[What the task requires] Please report how many lines in the records below contain the word "Montalbano", and give nothing else.

■ ■ ■ ■ ■

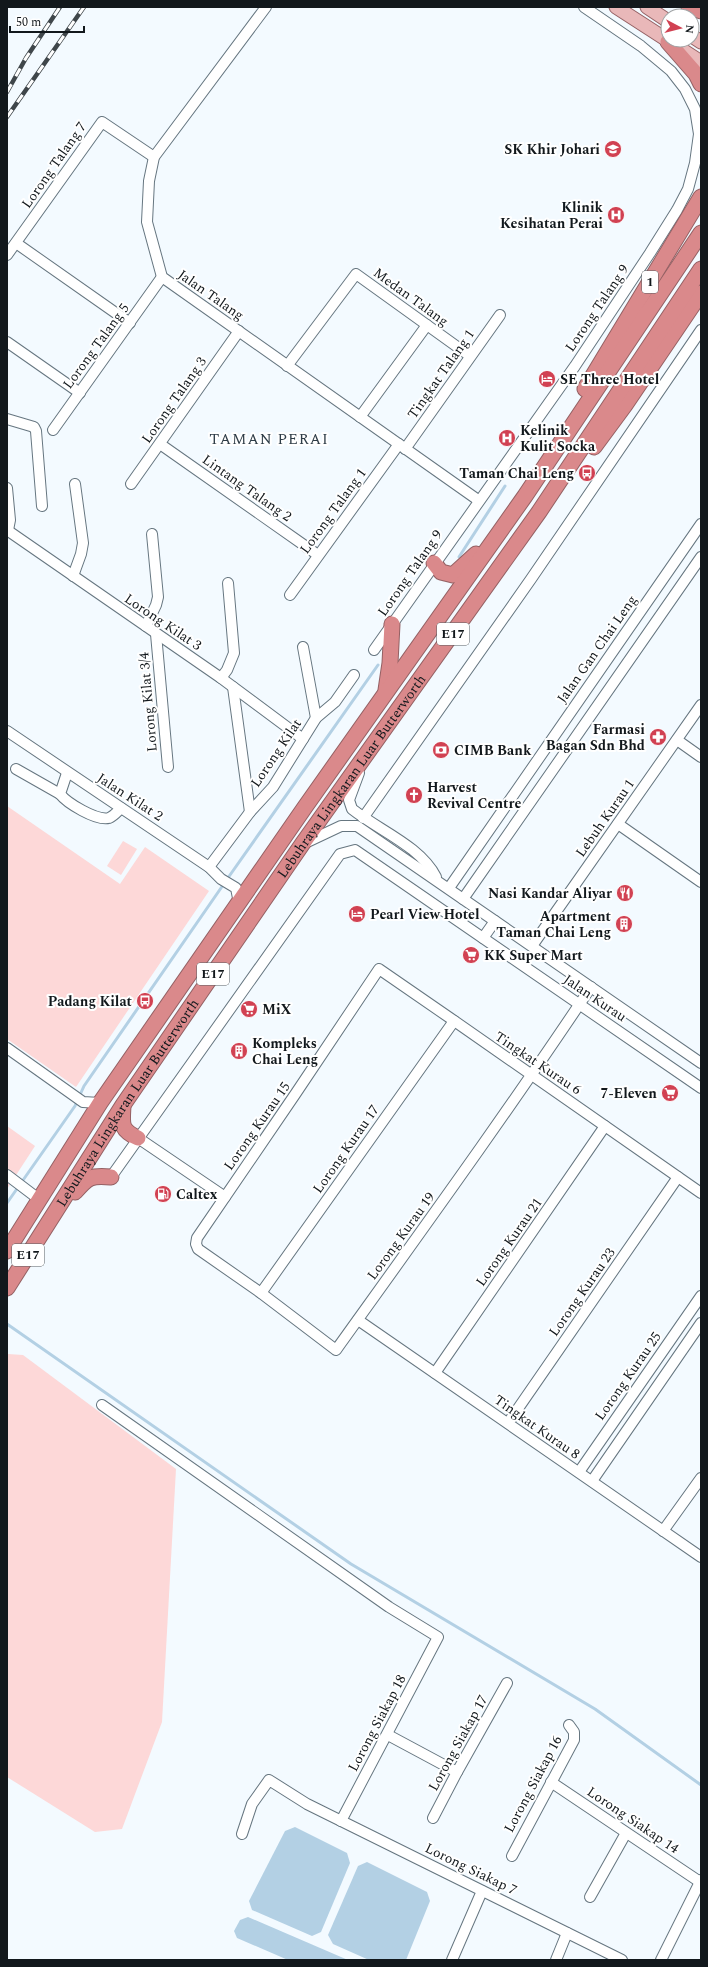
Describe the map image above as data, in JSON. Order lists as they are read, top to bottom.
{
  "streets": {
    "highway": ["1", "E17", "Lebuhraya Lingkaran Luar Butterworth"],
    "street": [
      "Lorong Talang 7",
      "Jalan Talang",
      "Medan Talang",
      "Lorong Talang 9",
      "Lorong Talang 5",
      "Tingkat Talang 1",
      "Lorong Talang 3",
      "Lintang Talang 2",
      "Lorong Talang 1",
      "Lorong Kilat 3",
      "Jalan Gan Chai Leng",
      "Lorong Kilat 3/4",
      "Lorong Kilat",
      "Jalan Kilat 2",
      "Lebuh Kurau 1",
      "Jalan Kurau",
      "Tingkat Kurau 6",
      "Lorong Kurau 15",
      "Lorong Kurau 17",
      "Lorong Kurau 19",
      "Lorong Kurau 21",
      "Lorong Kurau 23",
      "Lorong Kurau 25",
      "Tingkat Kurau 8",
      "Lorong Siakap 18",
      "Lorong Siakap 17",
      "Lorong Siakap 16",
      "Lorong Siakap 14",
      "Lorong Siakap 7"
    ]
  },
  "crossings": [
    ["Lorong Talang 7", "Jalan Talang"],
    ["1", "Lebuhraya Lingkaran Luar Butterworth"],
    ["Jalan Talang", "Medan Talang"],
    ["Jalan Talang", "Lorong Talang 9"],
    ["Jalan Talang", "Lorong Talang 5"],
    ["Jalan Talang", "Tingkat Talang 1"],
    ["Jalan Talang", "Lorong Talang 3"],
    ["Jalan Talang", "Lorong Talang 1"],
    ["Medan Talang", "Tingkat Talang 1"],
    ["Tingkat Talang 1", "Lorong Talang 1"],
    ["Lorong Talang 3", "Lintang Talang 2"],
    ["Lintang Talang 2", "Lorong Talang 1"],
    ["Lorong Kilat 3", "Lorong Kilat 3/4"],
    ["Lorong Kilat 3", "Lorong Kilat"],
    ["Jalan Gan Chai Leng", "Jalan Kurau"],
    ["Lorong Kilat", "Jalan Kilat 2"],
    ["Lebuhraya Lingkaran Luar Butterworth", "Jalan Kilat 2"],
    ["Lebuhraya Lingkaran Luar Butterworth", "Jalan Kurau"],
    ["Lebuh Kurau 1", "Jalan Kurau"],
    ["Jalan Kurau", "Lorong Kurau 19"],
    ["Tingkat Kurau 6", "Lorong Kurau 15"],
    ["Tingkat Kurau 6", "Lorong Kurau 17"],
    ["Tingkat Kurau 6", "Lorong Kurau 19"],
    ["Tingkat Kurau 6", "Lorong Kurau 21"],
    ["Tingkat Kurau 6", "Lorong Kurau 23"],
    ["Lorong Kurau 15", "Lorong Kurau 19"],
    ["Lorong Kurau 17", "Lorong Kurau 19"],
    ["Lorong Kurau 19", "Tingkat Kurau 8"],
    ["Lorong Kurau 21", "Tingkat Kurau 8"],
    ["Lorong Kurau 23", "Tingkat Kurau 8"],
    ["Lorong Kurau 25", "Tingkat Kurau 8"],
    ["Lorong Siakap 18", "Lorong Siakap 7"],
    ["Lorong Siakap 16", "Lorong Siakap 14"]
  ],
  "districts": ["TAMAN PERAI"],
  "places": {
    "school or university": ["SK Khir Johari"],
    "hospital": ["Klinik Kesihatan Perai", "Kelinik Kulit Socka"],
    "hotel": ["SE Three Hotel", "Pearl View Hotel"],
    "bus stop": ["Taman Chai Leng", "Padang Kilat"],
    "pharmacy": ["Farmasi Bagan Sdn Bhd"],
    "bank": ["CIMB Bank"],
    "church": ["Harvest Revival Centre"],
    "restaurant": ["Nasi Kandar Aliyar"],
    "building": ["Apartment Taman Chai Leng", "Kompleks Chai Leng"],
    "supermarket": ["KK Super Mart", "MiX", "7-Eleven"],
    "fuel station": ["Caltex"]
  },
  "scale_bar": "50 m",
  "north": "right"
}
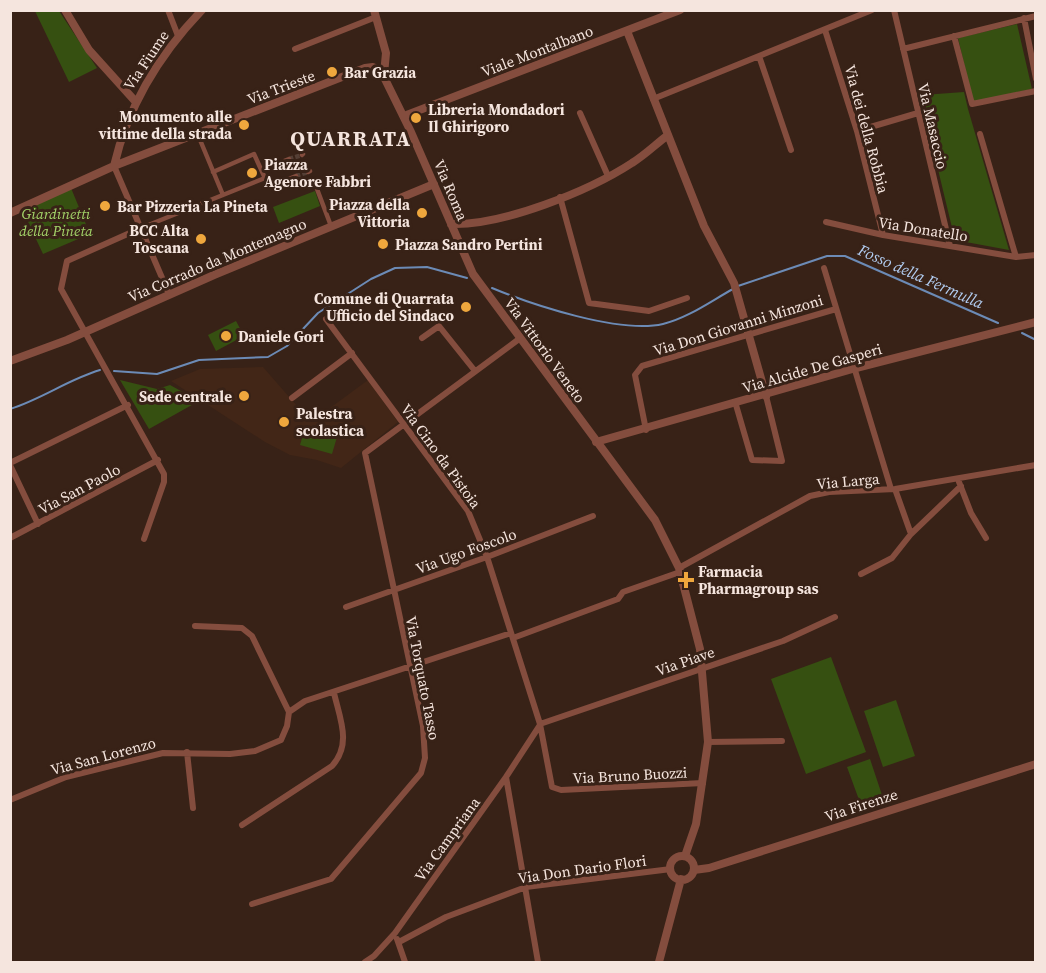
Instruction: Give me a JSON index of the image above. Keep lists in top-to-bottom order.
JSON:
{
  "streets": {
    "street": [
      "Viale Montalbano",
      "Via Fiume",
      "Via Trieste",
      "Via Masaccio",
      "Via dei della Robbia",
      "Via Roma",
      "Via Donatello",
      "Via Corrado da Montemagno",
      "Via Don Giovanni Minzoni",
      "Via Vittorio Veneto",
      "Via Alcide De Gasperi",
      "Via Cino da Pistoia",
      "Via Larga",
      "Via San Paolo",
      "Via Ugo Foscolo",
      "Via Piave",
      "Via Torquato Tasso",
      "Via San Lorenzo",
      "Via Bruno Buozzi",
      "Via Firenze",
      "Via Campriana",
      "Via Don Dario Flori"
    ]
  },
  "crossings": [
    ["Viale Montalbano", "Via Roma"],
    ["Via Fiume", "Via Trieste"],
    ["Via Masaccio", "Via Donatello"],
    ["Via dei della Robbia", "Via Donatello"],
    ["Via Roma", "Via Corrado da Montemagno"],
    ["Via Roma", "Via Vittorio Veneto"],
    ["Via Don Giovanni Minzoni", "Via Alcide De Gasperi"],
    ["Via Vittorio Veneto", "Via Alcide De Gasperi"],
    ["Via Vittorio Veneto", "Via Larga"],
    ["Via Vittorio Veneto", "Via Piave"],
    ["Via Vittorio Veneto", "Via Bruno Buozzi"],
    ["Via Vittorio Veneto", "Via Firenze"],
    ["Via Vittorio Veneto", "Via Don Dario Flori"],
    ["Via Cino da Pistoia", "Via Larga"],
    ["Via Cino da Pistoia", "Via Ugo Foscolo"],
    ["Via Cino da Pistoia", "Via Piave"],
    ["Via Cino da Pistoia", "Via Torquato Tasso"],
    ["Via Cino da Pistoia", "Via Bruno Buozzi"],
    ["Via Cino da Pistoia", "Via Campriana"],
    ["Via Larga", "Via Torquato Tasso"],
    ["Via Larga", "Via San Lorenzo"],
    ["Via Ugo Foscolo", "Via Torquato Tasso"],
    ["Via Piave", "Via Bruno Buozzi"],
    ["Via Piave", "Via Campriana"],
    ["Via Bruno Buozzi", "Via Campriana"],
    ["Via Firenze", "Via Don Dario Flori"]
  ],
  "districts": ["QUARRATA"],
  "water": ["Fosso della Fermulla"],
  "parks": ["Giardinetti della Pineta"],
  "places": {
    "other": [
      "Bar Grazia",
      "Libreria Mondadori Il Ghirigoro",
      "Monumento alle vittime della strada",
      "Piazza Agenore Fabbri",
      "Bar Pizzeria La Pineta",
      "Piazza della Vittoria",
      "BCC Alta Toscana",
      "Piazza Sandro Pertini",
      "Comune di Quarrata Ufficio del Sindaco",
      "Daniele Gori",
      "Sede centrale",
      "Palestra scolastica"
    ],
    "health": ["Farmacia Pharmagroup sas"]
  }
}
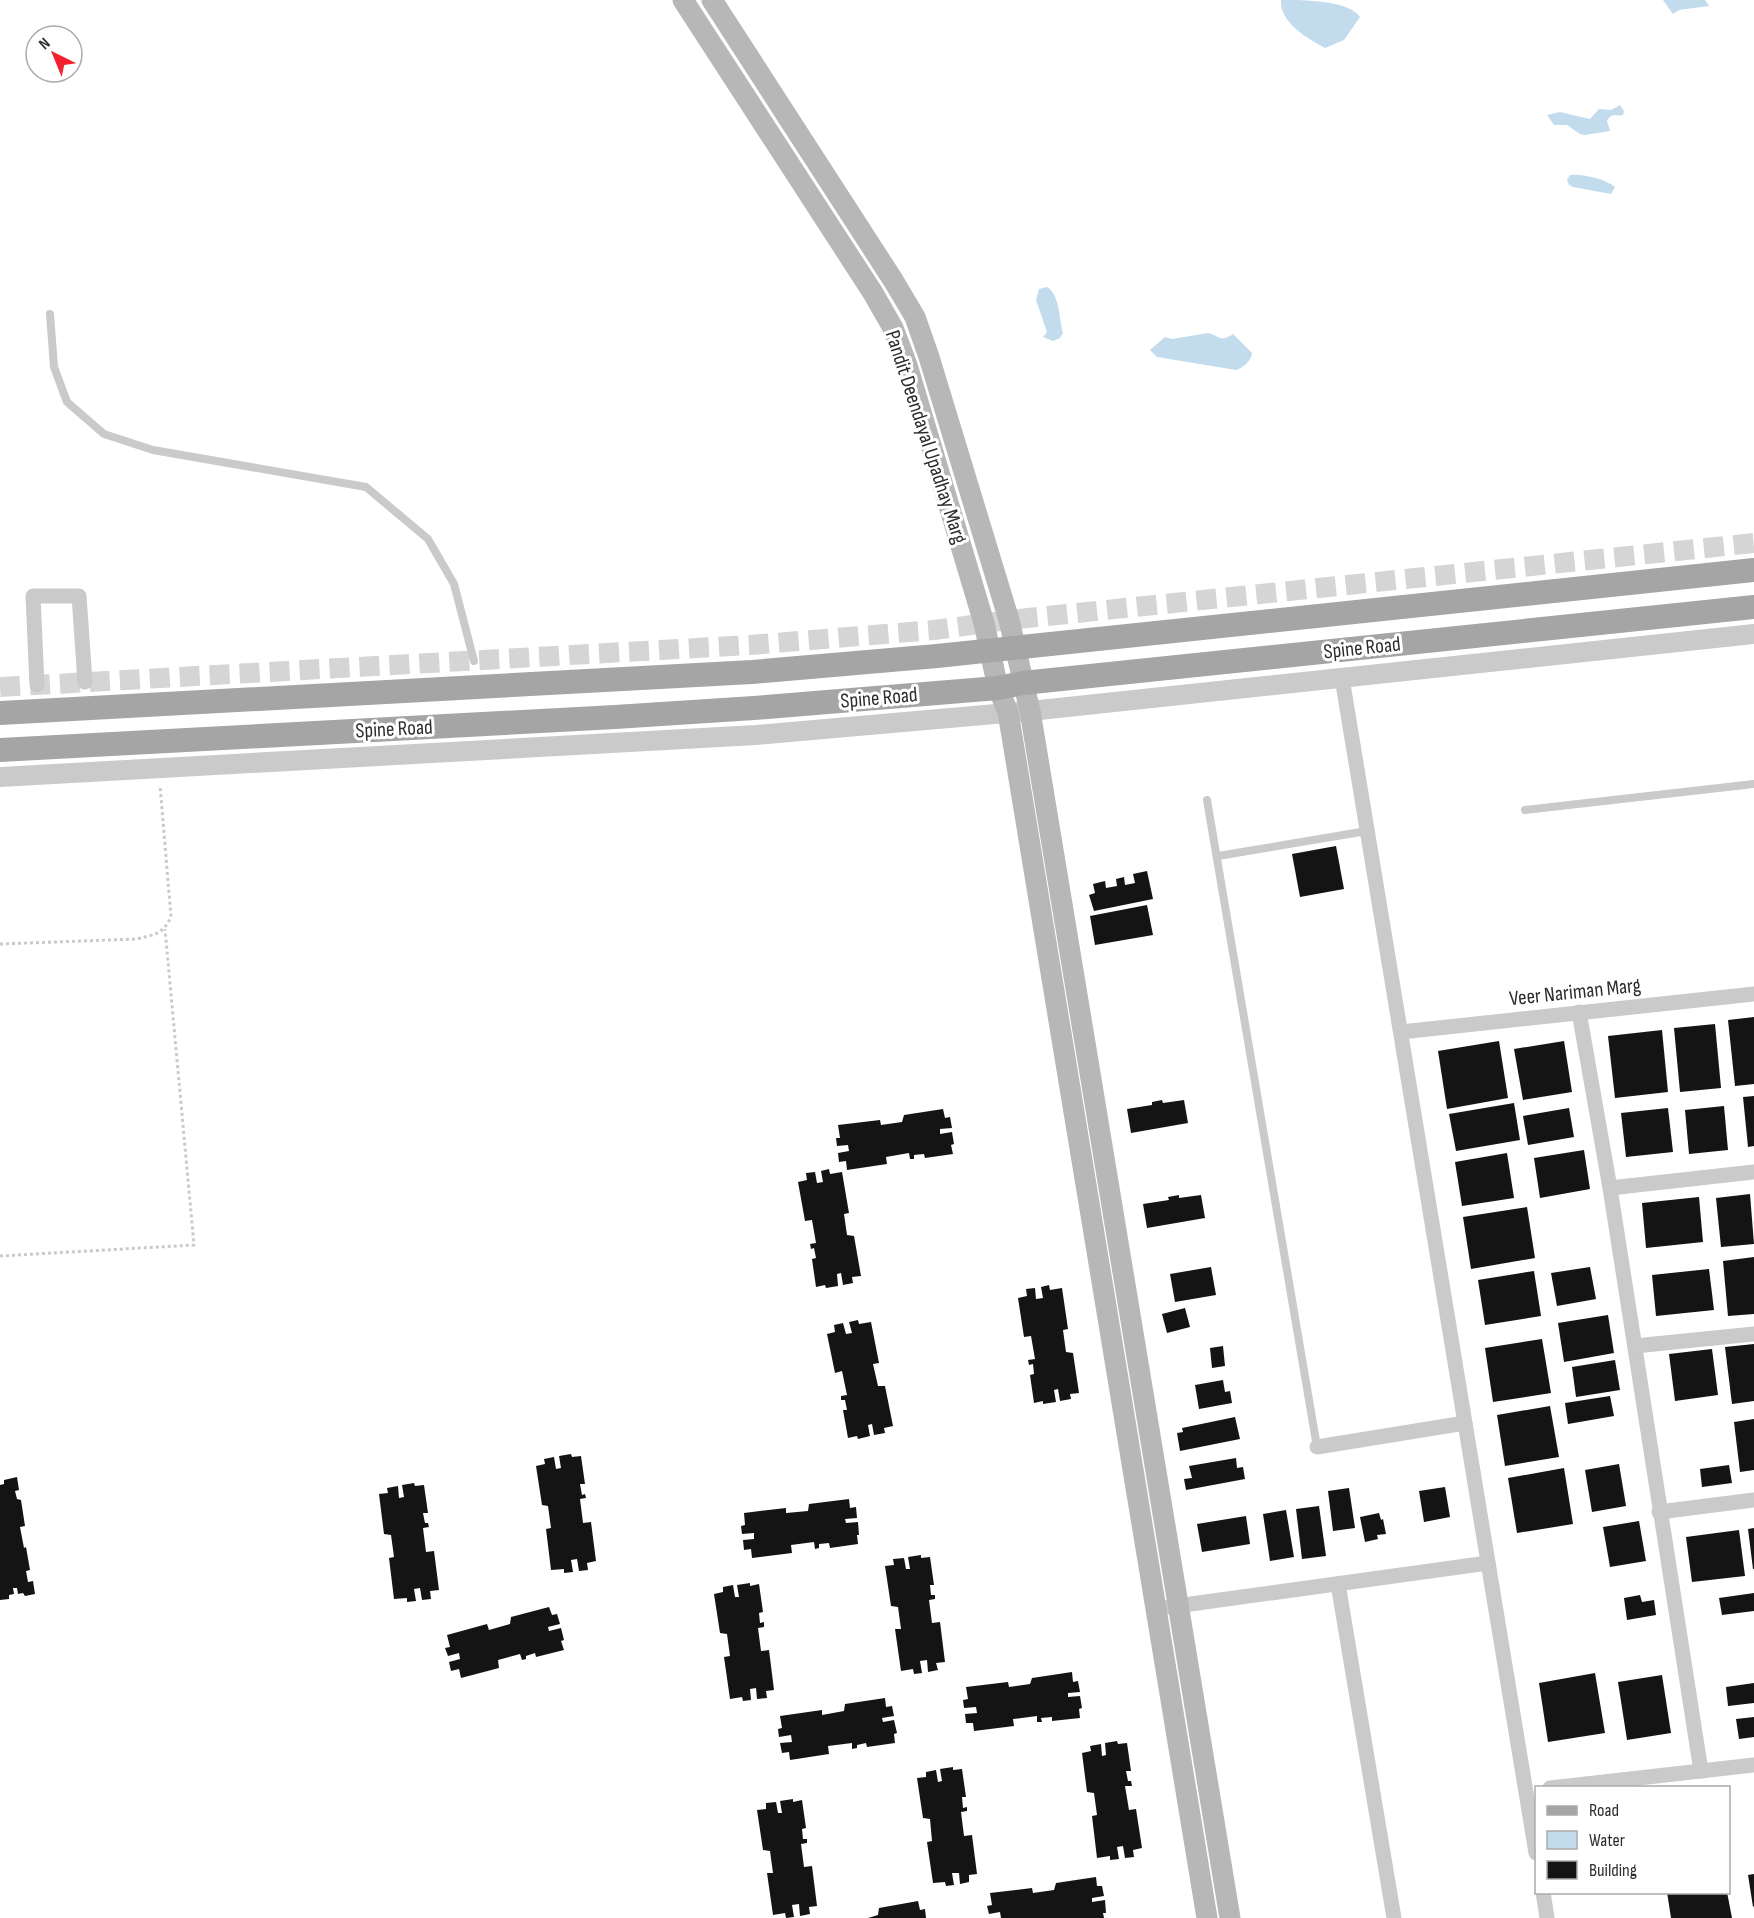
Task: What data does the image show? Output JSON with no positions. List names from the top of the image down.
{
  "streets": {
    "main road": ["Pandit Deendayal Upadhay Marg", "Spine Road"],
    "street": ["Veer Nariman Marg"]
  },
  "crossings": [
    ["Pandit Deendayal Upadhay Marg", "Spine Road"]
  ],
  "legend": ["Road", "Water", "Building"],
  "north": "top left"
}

■ ■ ■ ■ ■

[Output of the task] 2